An appeal from the District Court, Oklahoma County; Raymond Naifeh, Judge.

Kerry Lala Edwards, appellant, was convicted of the offense of Concealing Stolen Property, After Former Conviction of a Felony, in the District Court of Oklahoma County, Case No. CRF-81-2132, was sentenced to eight (8) years' imprisonment and appeals. Judgment and sentence AFFIRMED.

Thomas J. Ray, Jr., Asst. Public Defender, Oklahoma County, Oklahoma City, for appellant.

Jan Eric Cartwright, Atty. Gen., Scott G. Ray, Asst. Atty. Gen., Oklahoma City, for appellee.


BUSSEY, Judge:

[651 P.2d 1336]

¶1 On appeal from his conviction for Concealing Stolen Property, After Former Conviction of a Felony, in the District Court of Oklahoma County, Case No. CRF-81-2132, defendant, as his sole assignment of error, asserts that an illegal search and seizure was the basis for his conviction.

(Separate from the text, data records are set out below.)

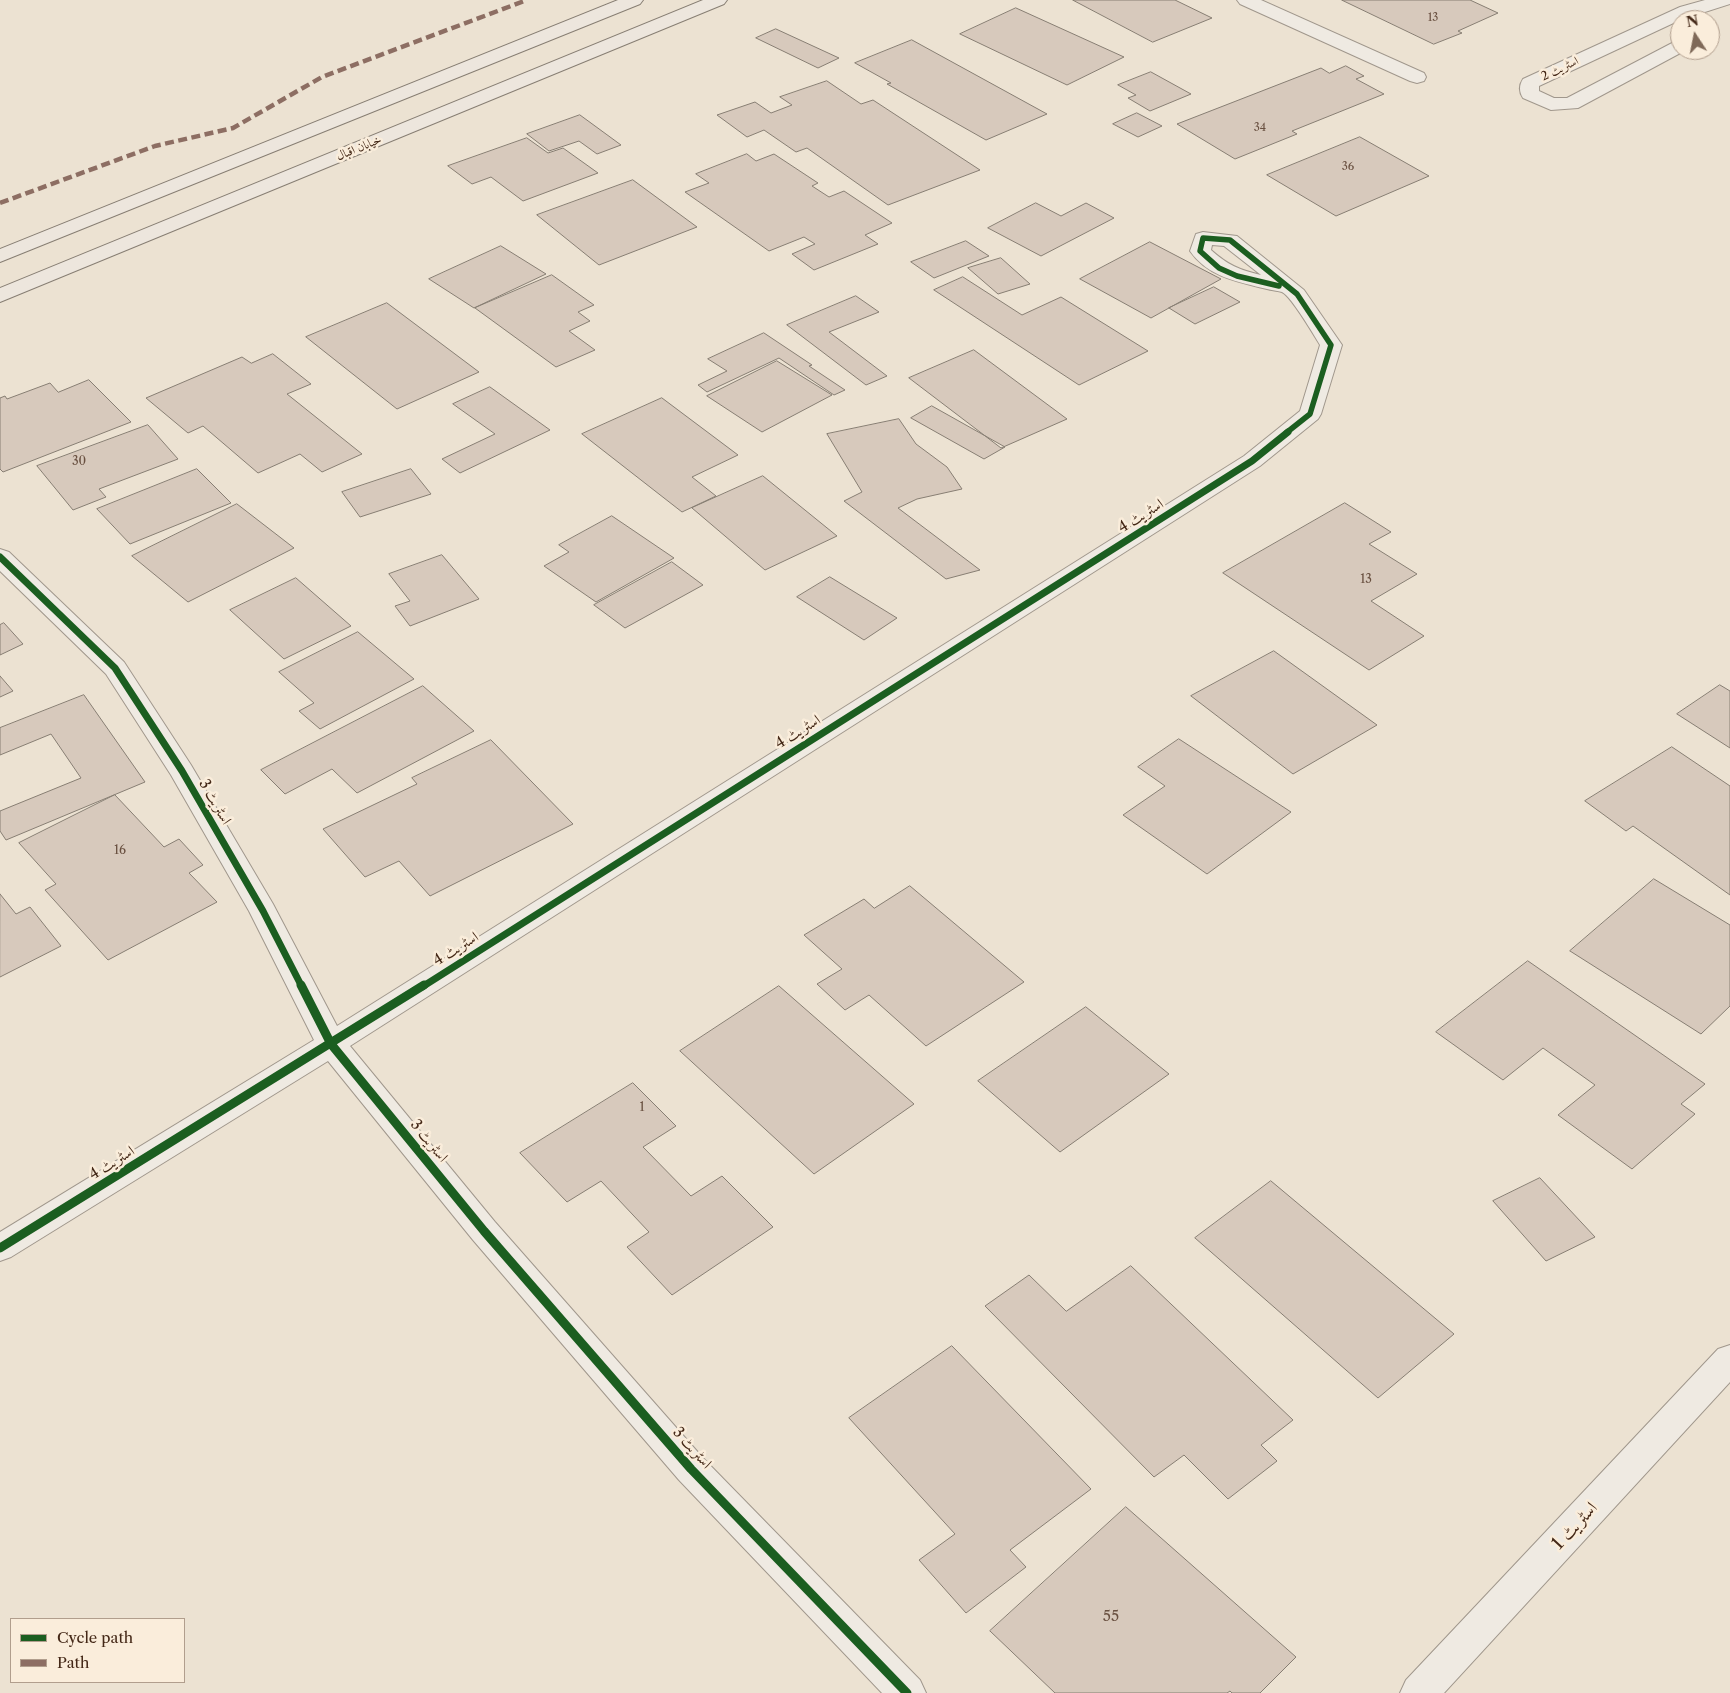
<!DOCTYPE html>
<html>
<head>
<meta charset="utf-8">
<style>
  body { margin:0 }
  #map { position:relative; width:1730px; height:1693px; overflow:hidden; background:#ece2d2; font-family:"Libre Caslon Text",serif }
  canvas { display:block }
  .legend { position:absolute; left:10px; top:1618px; width:175px; height:65px; box-sizing:border-box; background:#faeddb; border:1px solid #b19e8d; margin:0; padding:6px 9px; list-style:none; font-size:15px; color:#442817 }
  .legend li { display:flex; align-items:center; gap:10px; height:25px }
  .legend b { width:25px; border:1px solid #b19e8d }
  .north { position:absolute; left:1670px; top:10px; width:50px; height:50px; box-sizing:border-box; background:#faeddb; border:1px solid #b19e8d; border-radius:50%; rotate:349deg; font-size:14px; font-weight:700; line-height:20px; text-align:center; color:#442817 }
  .north::after { content:''; display:block; margin:auto; width:18px; height:22px; background:#7f6958; clip-path:polygon(50% 0,100% 100%,50% 72%,0 100%) }
</style>
</head>
<body>
<div id="map">
<canvas width="1730" height="1693"></canvas>
<ul class="legend">
<li><b style="height:6px;background:#1b5e20"></b>Cycle path</li>
<li><b style="height:6px;background:#8d6e63"></b>Path</li>
</ul>
<div class="north">N</div>
</div>
<script>
const ctx = document.querySelector('canvas').getContext('2d');
ctx.lineJoin = 'round';
function paint(path, color) {
  ctx.fillStyle = color;
  ctx.fill(path, 'evenodd');
}
function strokePath(path, color, width, dash) {
  ctx.strokeStyle = color;
  ctx.lineWidth = width;
  ctx.lineCap = dash ? 'butt' : 'round';
  ctx.setLineDash(dash || []);
  ctx.stroke(path);
}
function drawText(font, color, halo, rows, align = 'center') {
  ctx.font = font + ' "Libre Caslon Text",Amiri,serif';
  ctx.lineWidth = 5;
  ctx.setLineDash([]);
  ctx.textBaseline = 'middle';
  ctx.strokeStyle = halo;
  ctx.fillStyle = color;
  for (const [text, x, y, turn = 0] of rows) {
    ctx.save();
    ctx.translate(x, y);
    ctx.rotate((+turn || 0) * Math.PI / 180);
    ctx.textAlign = isNaN(turn) ? turn : align;
    if (halo) ctx.strokeText(text, 0, 0);
    ctx.fillText(text, 0, 0);
    ctx.restore();
  }
}
const building = new Path2D(`
  M1073 0H1175L1212 18 1153 42Z
  M1342 0H1470L1498 13 1458 31 1462 33 1434 44Z
  M1016 8 1124 57 1067 85 960 34Z
  M776 29 839 58 818 68 756 38Z
  M912 40 1047 114 986 140 887 84 891 83 855 63Z
  M1346 66 1364 76 1356 79 1384 94 1292 131 1297 134 1235 159 1177 124 1321 68 1329 73Z
  M1151 72 1191 94 1150 111 1128 98 1136 95 1118 85Z
  M827 81 861 104 873 100 980 170 888 205 807 148 796 152 764 130 747 137 717 115 755 102 771 113 792 105 780 97Z
  M1137 113 1162 126 1138 137 1113 124Z
  M580 115 621 145 597 154 579 141 549 151 527 134Z
  M1360 137 1429 176 1336 216 1267 175Z
  M527 138 548 153 563 148 598 173 523 201 491 177 472 184 448 166Z
  M747 154 756 161 774 154 818 183 812 186 829 197 844 191 892 223 865 235 878 244 814 270 792 254 815 244 804 237 769 251 685 192 709 183 696 174Z
  M633 180 697 227 599 265 537 215Z
  M1036 203 1061 216 1086 203 1114 218 1041 256 988 228Z
  M966 241 989 256 934 278 911 262Z
  M1150 242 1221 279 1151 318 1080 279Z
  M501 246 546 274 474 308 429 279Z
  M1001 258 1030 284 998 294 968 268Z
  M552 275 594 305 578 312 590 321 569 331 595 350 556 367 475 308Z
  M963 277 1022 315 1061 297 1148 351 1079 385 934 290Z
  M1214 287 1240 302 1195 324 1169 308Z
  M856 296 879 312 829 332 887 376 866 385 787 325Z
  M387 303 479 372 397 409 306 337Z
  M764 333 812 365 809 366 845 390 834 395 779 358 707 392 698 385 727 371 708 359Z
  M974 350 1067 419 1001 448 909 378Z
  M273 354 311 384 287 394 362 454 322 472 300 454 258 473 203 426 188 433 146 398 242 357 251 363Z
  M777 361 832 395 762 432 707 396Z
  M89 380 131 422 3 472 0 469V398L5 396 7 399 50 383 58 392Z
  M490 387 550 430 460 473 442 459 495 434 453 404Z
  M662 398 738 455 692 477 716 496 682 512 582 434Z
  M932 406 1005 447 984 459 911 418Z
  M899 419 916 444 947 467 962 489 917 499 898 508 980 570 946 579 844 501 862 492 827 434Z
  M148 425 178 459 99 489 106 497 73 510 37 466Z
  M197 469 231 503 130 544 97 509Z
  M411 469 431 494 360 517 342 492Z
  M763 476 837 536 765 570 692 508Z
  M1345 503 1391 532 1369 544 1417 574 1371 601 1424 636 1369 670 1223 573Z
  M237 504 294 548 188 602 132 556Z
  M612 516 674 558 596 602 544 566 569 552 559 545Z
  M442 555 479 599 410 626 395 606 410 601 389 574Z
  M672 562 703 585 625 628 594 605Z
  M830 577 897 618 864 640 797 597Z
  M296 578 351 626 284 659 230 610Z
  M4 623 23 644 0 655V625Z
  M358 632 414 679 320 729 299 711 314 703 279 672Z
  M1274 651 1377 725 1293 774 1191 696Z
  M0 676 13 691 0 697Z
  M1720 685 1730 691V748L1677 714Z
  M423 686 474 731 357 793 332 769 285 794 261 770Z
  M84 695 145 782 6 840 0 831V811L81 778 51 734 0 755V728Z
  M1179 739 1291 812 1207 874 1123 815 1165 786 1138 767Z
  M491 740 573 824 430 896 399 861 365 877 323 829 417 784 412 778Z
  M1672 747 1730 786V895L1633 826 1626 831 1585 801Z
  M115 795 164 847 179 839 203 865 189 873 217 902 108 960 45 890 56 884 19 843Z
  M1654 879 1730 925V1006L1701 1034 1570 951Z
  M910 886 1024 982 926 1046 869 995 845 1010 817 984 842 969 804 935 864 899 874 908Z
  M0 894 16 914 30 907 61 946 0 977Z
  M1528 961 1705 1084 1681 1104 1695 1114 1632 1169 1558 1115 1595 1085 1543 1048 1503 1080 1436 1032Z
  M779 986 914 1104 814 1174 680 1051Z
  M1086 1007 1169 1074 1060 1152 978 1081Z
  M633 1083 676 1126 643 1147 691 1196 722 1176 773 1227 672 1295 627 1247 649 1232 601 1181 567 1202 520 1153Z
  M1540 1178 1595 1237 1546 1261 1493 1201Z
  M1271 1181 1454 1334 1378 1398 1195 1238Z
  M1131 1266 1293 1420 1261 1445 1277 1461 1228 1499 1184 1455 1154 1477 985 1306 1029 1275 1066 1311Z
  M952 1346 1091 1489 1010 1550 1026 1567 966 1613 919 1560 955 1534 849 1418Z
  M1126 1507 1296 1657 1260 1693H1232L1230 1691 1227 1693H1055L990 1631Z`);
paint(building, '#d7c9bc');
strokePath(building, '#877e73', 1);
const minor = new Path2D(`
  M1237 0H1261L1424 73 1426 77 1424 81 1417 83 1410 81 1240 4Z
  M1705 0H1730V4L1680 20 1539 86V91L1554 98H1567L1674 42 1680 40V50H1686L1578 108 1551 110 1523 98C1519 92 1519 85 1523 79L1680 7Z
  M1203 232 1237 236 1304 290 1342 345 1321 414 1318 419 1260 466 350 1046 495 1222 703 1458 920 1680 926 1693H882L679 1480 473 1240 328 1061 11 1257 0 1261V1232L314 1040 249 911 171 775 106 674 0 571V549L9 552 124 662 191 765 273 904 337 1026 1244 456 1300 411 1320 345C1314 335 1291 296 1282 292 1278 291 1271 290 1267 289 1238 282 1208 277 1190 251L1196 234ZM1212 245 1224 246 1261 275C1239 270 1228 265 1211 250Z
  M1730 1345V1382L1444 1693H1400L1406 1680 1718 1349Z`);
const primary = new Path2D(`
  M618 0H643L640 4 0 262V249Z
  M703 0H727L724 4 0 302V288Z`);
strokePath(minor, '#a0978c', 2);
strokePath(primary, '#877e73', 2);
paint(minor, '#efeae2');
paint(primary, '#ede6dd');
strokePath(new Path2D(`
  M0 203 155 146 233 128 322 77 527 0`), '#8d6e63', 4.5, [9, 4.5]);
strokePath(new Path2D(`
  M1279 286 1237 276 1219 268 1200 251 1203 238 1230 240 1297 294 1331 345 1310 414 1286 433`), '#1b5e20', 5.5);
strokePath(new Path2D(`
  M0 557 115 668 182 771 263 911 302 987
  M422 987 1252 461 1288 432`), '#1b5e20', 7);
strokePath(new Path2D(`
  M301 985 331 1044 484 1231 691 1469 907 1693
  M0 1248 424 985`), '#1b5e20', 9);
drawText('11px', '#695040', null, [
  ["13",1433,18],
  ["34",1260,128],
  ["36",1348,167]
]);
drawText('12px', '#442817', '#faeddb', [
  ["اسٹریٹ 2",1560,69,-26],
  ["خیابان اقبال",359,148,-22]
]);
drawText('12px', '#695040', null, [
  ["30",79,462],
  ["13",1366,580],
  ["16",120,851],
  ["1",642,1108]
]);
drawText('15px', '#442817', '#faeddb', [
  ["اسٹریٹ 4",1141,516,-32],
  ["اسٹریٹ 4",798,732,-32],
  ["اسٹریٹ 3",215,802,60],
  ["اسٹریٹ 4",456,949,-32],
  ["اسٹریٹ 3",429,1141,51],
  ["اسٹریٹ 4",112,1163,-32],
  ["اسٹریٹ 3",692,1448,48]
]);
drawText('15px', '#695040', null, [
  ["55",1111,1617]
]);
drawText('18px', '#442817', '#faeddb', [
  ["اسٹریٹ 1",1575,1526,-47]
]);
</script>
</body>
</html>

¶2 The record reveals that during the defendant's trial at the conclusion of the evidence presented by the State, an oral motion was made to suppress the stolen ring which was the subject of the prosecution. The motion was based solely on the testimony elicited from the State's witnesses. In conjunction with his motion to suppress, defendant also demurrered to the evidence and moved that the case be dismissed.

¶3 The facts surrounding the discovery of the ring and defendant's arrest, as shown at trial by the State's witnesses, are brief. The first witness testified that someone had come through a window into her home and had taken her ring while she was working in her yard. A police officer testified that he had stopped a car in which the defendant was a passenger for a muffler violation. The driver had gotten out and was standing beside the car when the officer noticed the defendant take an object out of his mouth and place it underneath the car's floor mat. Thinking that the object may have been drugs, the officer looked and found the ring. Unsatisfied with the defendant's explanation that he had found the ring in front of a bar, which the officer knew did not exist, the defendant was placed under arrest.

¶4 Before this Court will look to an alleged Fourth Amendment violation, it must first be determined whether the defendant had a legitimate expectation of privacy in the place searched. Meeks v. State, 637 P.2d 1259 (Okl.Cr. 1981). Furthermore, the defendant has the burden of proving that he had a legitimate expectation of privacy in the area searched. Rawlings v. Kentucky, 448 U.S. 98, 100 S. Ct. 2556, 2566, 65 L. Ed. 2d 633 (1980). The test this Court has applied in determining whether a reasonable expectation of privacy exists was set forth in Finch v. State, 644 P.2d 1378 (Okl.Cr. 1982) as follows:

In Tate v. State, 544 P.2d 531 (Okl.Cr. 1975), to determine whether a reasonable expectation of privacy existed, we applied a test generally derived from Justice Harlan's concurring opinion in Katz [v. U.S., 389 U.S. 347, 88 S. Ct. 507, 19 L. Ed. 2d 576], supra;

[T]here is a twofold requirement, first that a person have exhibited an actual (subjective) expectation of privacy and second, that the expectation be one that society is prepared to recognize as reasonable.

[651 P.2d 1337]

Justice Harlan went on to illustrate his point by stating that "a man's home is, for most purposes, a place where he expects privacy, but objects, activities, or statements that he exposes to the `plain view' of outsiders are not `protected' because no intention to keep them to himself has been exhibited."

¶5 In the instant case, defendant was merely a passenger in another person's automobile. Defendant's furtive movements in hiding the ring were made in full view of an officer who was in a place in which he had a right to be. Although defendant may have desired and even hoped for privacy in the automobile when he placed the ring under the mat, this is not an expectation of privacy which society is prepared to accept as reasonable. The mere fact that a person is legitimately a passenger in an automobile does not of itself create grounds for standing to assert an alleged Fourth Amendment claim. Meeks v. State, supra. By failing to establish that he had a legitimate expectation of privacy in the area searched, defendant has precluded this court from further consideration of his Fourth Amendment challenge.

¶6 Accordingly, we find defendant's sole assignment of error to be without merit.

¶7 For the reasons herein stated, the judgment and sentence appealed from should be and the same is hereby Affirmed.

BRETT, P.J., and CORNISH, J., concur.